Directions for this task: Copy out all lines from the material that contain the string "read".

Data provided:
▽

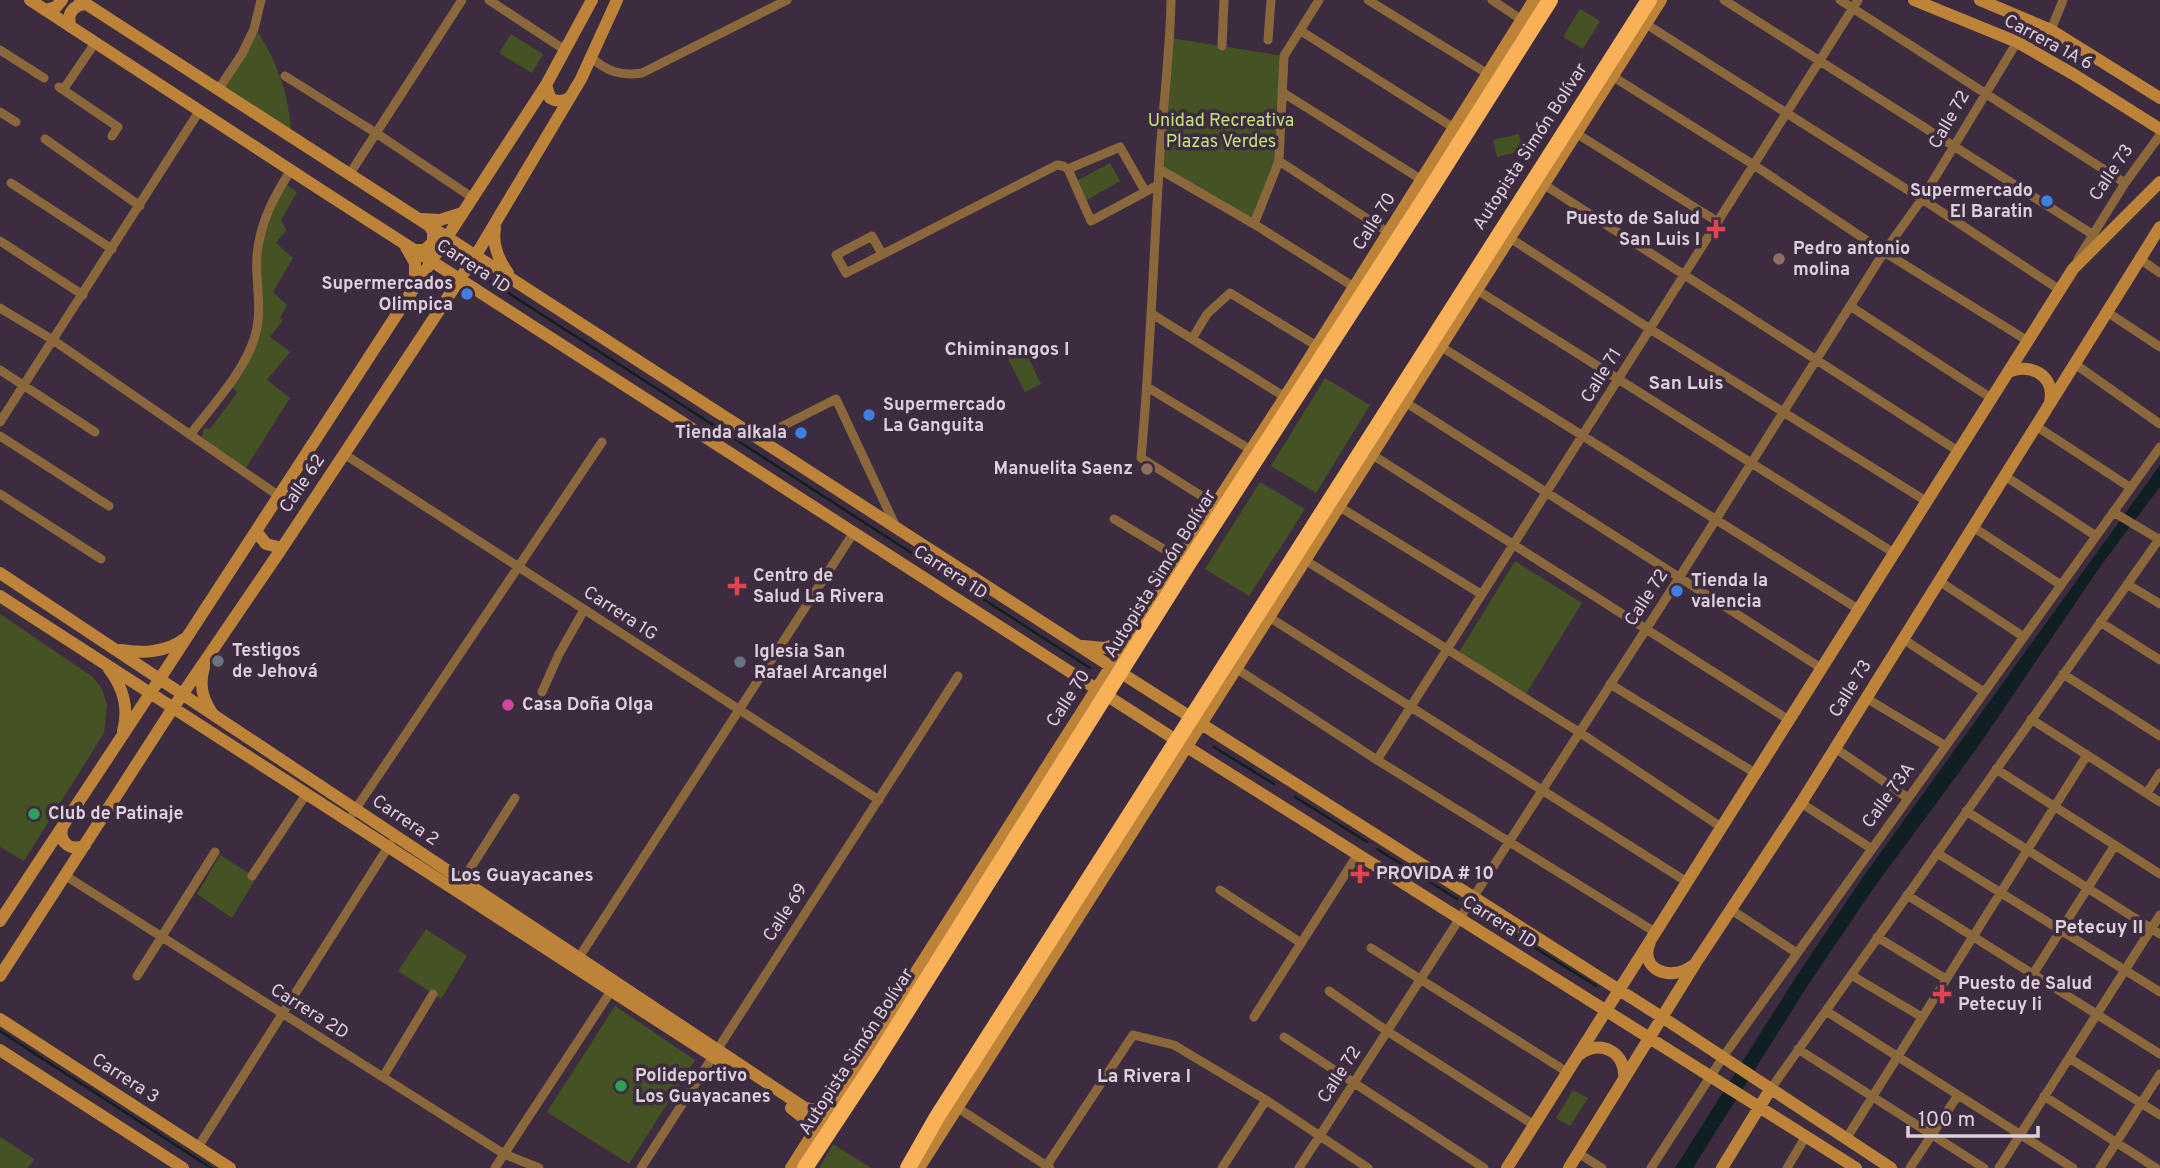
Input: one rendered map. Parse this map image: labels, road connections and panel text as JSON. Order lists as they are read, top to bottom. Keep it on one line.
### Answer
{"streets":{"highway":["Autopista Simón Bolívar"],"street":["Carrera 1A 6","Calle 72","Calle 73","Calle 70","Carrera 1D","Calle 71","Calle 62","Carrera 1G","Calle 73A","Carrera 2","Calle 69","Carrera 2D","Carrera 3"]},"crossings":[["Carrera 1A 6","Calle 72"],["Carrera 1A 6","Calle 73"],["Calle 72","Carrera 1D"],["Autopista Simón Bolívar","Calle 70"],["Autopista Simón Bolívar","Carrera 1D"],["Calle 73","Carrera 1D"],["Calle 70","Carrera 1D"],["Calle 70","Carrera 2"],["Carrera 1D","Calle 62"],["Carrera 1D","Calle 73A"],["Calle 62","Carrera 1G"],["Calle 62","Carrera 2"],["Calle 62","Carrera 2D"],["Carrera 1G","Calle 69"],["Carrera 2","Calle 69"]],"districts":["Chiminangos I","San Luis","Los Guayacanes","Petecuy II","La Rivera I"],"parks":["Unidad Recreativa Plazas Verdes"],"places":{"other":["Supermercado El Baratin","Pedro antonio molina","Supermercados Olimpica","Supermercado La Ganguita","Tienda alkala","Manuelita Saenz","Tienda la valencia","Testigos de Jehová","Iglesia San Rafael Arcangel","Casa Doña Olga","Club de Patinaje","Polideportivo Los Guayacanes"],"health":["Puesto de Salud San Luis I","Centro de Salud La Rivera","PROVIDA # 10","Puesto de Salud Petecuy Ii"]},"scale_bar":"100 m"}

△
▽

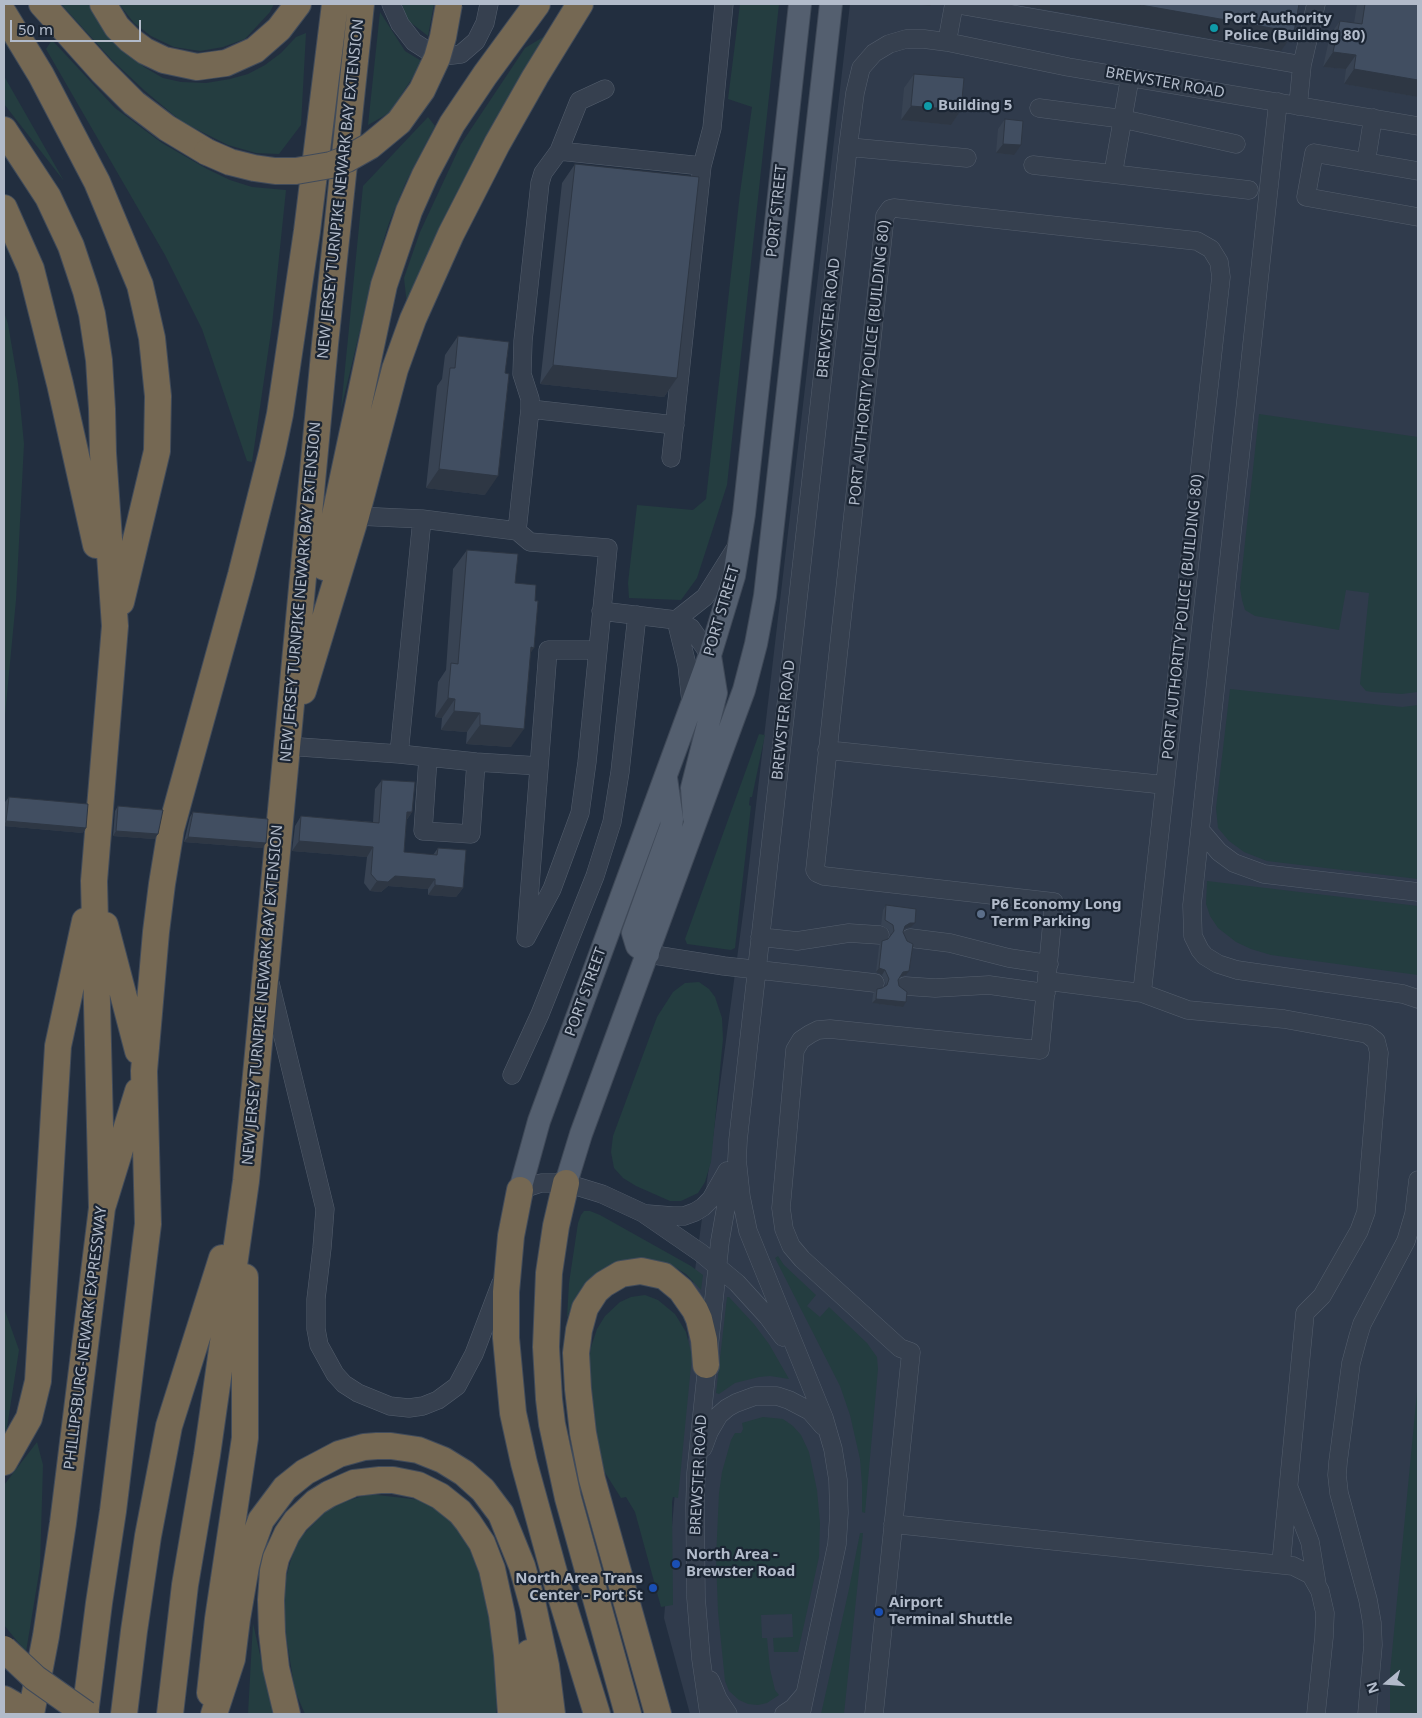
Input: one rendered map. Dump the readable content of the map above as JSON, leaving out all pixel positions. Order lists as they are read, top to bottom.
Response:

△

Completed exercise:
Input: one rendered map. Parse this map image: labels, road connections and panel text as JSON. Order lists as they are read, top to bottom. Keep it on one line.
Input: one rendered map. Dump the readable content of the map above as JSON, leaving out all pixel positions. Order lists as they are read, top to bottom.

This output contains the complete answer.